A Rate Limiter is used to control the traffic which is handled by a client or service. If a API request count exceeds a threshold defined by the rate limiter, all the excess calls are blocked
Rate limiters are important because they
- Help to reduce potential Denial Of Service (DDos) attacks
- Ensure we allocate more resources to high priority APIs
- Prevent our servers from being overloaded
We are going to be using the same framework as specified in the System Design Interview Framework.
Questions
Here are some useful questions to consider asking when understanding the scope of the problem
- How are we performing the rate limiting?
- On what side are we performing the rate limiting? -> Is this going to be a client side, server side or a middleware implementation
- How many users/load do we need to support
- Do we have to implement potentially different rate limits by service.
Background Knowledge
Redis vs DB
For something like a rate limiter, we would prefer using something like a redis cache instead of a database. This is because in-memory queries will be significantly faster than that of a database which needs to write and save operations to disc.
Location
Generally our rate limiter is placed on the server side. This is because client-side implementations are unreliable and can be easily forged by malicious actors.

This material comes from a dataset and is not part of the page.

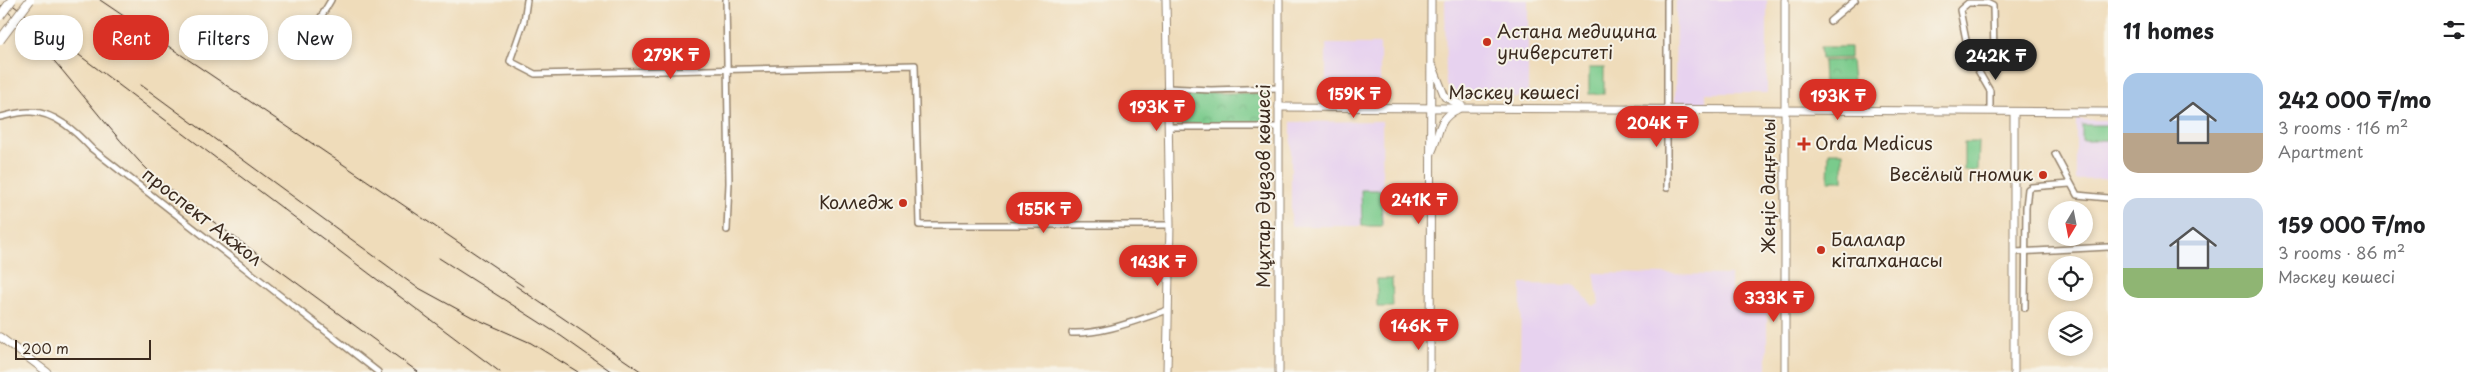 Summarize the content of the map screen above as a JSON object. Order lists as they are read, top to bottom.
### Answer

Therefore, we commonly add our rate limiters on the server side. There are two ways to do this
- We can add our rate limiter as a service that is used by our APIs
- We can use an API gateway which acts as a middleware. This gateway then throttles requests to your APIs.
Algorithms
Therefore are 5 main algorithms to know when it comes to rate limiting. Here is a quick synopsis of their pros and cons
Algorithm | Pros  | Cons |
---|---|---|
Token Bucket | Easy to Implement, Memory Efficient and allows for a burst of traffic | Challenging to tune Bucket Size and Token Refill Rate reliably. |
Leaking bucket | Memory Efficient ( Given a limited Queue size ) | Older requests might request in newer ones being rate limited AND parameters might be difficult to tune |
Fixed Window Counter | Memory Efficient, Easy to Understand and good for specific use cases | Spike in traffic at the edge of the window could cause more requests than the allowed quota to go through |
Sliding Window Log | Accurate Rate Limiting | Consumes a lot of memory since we keep track of every single request |
Sliding WIndow Counter | Smooths out spikes in traffic and memory efficient | Assumes that requests in the previous window are evenly distributed and hence might not be reflective of the actual prev rates |
Token Bucket
A token bucket is a container that has a predefined capacity with tokens being put into the bucket at preset rates periodically. Once the bucket is full, no more tokens are added.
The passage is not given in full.